Having a properly working website or app can make a big difference in your overall online presence. People will rarely wait for your site or service to load and caching is a vital part of optimizing your performance. And out of many choices memcached often is one of the most used solutions.

The official description of memached sounds a bit long and confusing for some: “Free & open source, high-performance, distributed memory object caching system, generic in nature, but intended for use in speeding up dynamic web applications by alleviating database load. Memcached is an in-memory key-value store for small chunks of arbitrary data (strings, objects) from results of database calls, API calls, or page rendering.”

So, what does all of this actually mean?

Caching is an important part of any online service, site, app and so on. It allows for better use of resources and lowers the user latency. It can also lower the amount of data and traffic and reduce the unneeded requests to the server.

Caching allows assets to be stored in the server’s RAM or even the user’s device which helps out with repeated objects, images and so on. This way the browser for example doesn’t have to download the same logo image from the server for each new page click. Instead, it can just use the one in the cache and download only the different/new content.

As a result, caching becomes a very important part of the overall performance of the site. And it’s something which these days is basically mandatory for proper search engine optimization (SEO).

Benefits of Memcached

Memcached is a method of caching which over the years has enjoyed a lot of popularity among webmasters. It works well and it’s relatively easy to set up. In fact, most web hosts have already set it up and you can basically turn it on with a couple of clicks in the cpanel. WordPress also supports it with various plugins, as do most other ready-made web platforms for blogs, stores and so on.

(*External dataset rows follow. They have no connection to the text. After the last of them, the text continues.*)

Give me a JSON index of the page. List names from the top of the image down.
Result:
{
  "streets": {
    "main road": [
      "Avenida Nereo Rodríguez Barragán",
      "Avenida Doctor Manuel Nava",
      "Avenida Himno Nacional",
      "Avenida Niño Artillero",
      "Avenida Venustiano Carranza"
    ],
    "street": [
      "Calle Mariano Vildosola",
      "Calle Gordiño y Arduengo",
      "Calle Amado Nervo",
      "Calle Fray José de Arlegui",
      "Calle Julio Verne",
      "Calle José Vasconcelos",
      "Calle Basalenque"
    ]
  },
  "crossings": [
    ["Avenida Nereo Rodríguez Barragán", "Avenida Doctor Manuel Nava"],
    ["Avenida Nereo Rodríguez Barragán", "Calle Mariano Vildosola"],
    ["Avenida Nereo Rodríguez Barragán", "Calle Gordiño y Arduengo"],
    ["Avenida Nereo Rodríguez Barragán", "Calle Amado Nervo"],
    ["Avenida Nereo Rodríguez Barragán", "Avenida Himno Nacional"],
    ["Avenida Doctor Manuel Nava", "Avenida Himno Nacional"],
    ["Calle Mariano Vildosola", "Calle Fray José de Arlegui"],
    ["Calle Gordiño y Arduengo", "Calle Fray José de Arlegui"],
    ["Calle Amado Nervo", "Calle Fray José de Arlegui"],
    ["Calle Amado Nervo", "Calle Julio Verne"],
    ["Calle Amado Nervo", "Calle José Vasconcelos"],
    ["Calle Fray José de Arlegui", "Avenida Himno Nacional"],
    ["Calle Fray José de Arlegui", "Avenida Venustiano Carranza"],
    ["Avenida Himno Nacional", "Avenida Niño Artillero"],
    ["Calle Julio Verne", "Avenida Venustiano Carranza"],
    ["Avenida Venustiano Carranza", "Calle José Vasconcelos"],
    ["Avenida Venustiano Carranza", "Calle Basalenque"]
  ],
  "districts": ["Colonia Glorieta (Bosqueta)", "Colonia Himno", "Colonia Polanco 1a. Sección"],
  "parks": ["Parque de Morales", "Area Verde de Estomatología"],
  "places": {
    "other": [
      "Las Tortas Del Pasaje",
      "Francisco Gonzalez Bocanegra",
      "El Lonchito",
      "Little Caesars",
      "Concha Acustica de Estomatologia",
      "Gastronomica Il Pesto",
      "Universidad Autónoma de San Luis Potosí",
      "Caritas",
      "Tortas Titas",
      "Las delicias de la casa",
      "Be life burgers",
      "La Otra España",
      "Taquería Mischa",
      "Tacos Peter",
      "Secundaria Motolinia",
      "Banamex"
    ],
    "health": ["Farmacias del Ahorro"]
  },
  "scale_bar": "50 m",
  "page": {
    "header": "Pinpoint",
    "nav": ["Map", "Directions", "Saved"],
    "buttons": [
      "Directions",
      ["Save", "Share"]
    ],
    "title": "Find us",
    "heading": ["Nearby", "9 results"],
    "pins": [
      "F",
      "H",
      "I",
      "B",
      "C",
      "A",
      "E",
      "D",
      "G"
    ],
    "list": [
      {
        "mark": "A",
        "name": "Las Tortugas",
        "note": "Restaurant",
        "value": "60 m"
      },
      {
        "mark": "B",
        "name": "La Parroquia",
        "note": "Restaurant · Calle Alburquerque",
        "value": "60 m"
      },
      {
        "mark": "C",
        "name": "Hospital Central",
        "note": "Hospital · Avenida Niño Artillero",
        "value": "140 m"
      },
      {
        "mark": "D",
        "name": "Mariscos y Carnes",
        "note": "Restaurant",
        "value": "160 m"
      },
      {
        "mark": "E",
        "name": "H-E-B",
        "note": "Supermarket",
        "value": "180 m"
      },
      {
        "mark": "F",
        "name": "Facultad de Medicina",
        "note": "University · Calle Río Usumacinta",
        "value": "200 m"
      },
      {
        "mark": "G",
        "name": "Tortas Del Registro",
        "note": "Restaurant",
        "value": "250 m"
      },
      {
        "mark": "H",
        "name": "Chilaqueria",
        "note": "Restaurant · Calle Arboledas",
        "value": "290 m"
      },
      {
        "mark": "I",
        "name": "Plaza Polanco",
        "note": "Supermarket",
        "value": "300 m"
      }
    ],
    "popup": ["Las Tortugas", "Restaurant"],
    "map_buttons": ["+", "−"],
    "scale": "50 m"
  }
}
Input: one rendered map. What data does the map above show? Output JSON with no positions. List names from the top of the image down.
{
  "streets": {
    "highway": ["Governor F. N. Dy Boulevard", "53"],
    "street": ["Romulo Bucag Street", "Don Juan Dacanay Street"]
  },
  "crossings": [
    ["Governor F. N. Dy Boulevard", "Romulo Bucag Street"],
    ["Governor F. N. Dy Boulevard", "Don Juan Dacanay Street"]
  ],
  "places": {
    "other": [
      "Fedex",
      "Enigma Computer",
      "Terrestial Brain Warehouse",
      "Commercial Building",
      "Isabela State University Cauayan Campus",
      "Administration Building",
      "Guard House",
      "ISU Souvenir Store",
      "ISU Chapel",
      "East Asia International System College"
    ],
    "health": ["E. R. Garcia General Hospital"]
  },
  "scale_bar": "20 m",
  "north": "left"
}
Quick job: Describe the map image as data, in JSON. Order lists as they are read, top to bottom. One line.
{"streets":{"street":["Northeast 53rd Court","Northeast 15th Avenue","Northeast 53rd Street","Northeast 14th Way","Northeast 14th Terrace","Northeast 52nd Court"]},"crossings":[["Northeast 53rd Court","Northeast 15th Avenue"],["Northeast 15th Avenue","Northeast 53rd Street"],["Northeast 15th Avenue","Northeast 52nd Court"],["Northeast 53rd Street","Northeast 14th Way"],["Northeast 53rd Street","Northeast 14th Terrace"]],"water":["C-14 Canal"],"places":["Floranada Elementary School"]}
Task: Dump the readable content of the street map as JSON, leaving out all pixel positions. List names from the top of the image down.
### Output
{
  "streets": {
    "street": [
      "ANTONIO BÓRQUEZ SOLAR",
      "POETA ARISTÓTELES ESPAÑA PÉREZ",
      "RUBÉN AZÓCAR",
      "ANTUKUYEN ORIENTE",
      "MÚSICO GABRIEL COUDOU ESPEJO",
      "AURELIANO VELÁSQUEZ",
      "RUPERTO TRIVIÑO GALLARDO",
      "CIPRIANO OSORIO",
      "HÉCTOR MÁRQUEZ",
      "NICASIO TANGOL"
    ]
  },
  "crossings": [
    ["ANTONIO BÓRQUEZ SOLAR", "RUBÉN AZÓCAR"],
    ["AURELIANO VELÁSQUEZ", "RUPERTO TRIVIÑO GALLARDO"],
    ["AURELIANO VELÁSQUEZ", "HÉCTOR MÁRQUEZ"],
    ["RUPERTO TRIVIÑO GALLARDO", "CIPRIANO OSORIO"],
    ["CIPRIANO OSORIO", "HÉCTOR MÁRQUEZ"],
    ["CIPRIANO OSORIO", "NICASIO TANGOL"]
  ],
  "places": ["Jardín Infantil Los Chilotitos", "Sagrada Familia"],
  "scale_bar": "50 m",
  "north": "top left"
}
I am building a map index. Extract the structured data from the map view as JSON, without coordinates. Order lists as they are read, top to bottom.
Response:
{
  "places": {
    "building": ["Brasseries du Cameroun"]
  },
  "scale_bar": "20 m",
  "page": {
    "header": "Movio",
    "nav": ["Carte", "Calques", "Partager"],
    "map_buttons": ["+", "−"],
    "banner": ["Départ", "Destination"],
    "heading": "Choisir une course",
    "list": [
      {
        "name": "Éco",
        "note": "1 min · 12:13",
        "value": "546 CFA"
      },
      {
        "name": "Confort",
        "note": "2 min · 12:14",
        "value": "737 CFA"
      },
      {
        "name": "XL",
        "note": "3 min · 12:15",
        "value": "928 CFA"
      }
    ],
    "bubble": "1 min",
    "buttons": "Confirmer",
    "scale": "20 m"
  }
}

Memcached sets a key, expiration time, raw data and optional flags to each item. Upon request, the system checks the expiration date of the item and it is valid, it gives the item to the client. If it isn’t – it updates it from the database. This way the client gets the most up-to-date version of the item. It also automatically replaces expired items with new ones and keeps the more recently requested items in the memory. Admins can configure these time periods and other details to their preferences.

Memcached is a good choice for small and static data, i.e. websites. It supports only strings, so if you have a lot of read-only data, memcached is a good option.

Another benefit is the fact that Memcached is multithreaded and you can scale it up quite easily. If all clients use the same hashing algorithm to determine servers, then clients can read each other’s cached data. Memcached servers, though, don’t share data between each other, so you need to keep that in mind when building your setup.

You can also set up Memcached on Linux, Windows and macOS servers. It’s cross-platform and easy to maintain.

Obviously, Memcached is not all-powerful and can’t solve all problems. So, when writing your code, or creating a website, make sure it’s well optimized so it will run properly without Memcached.

Memcached won’t be able to make a poorly written site perform well. It can make a well working site handle requests and information even better, though.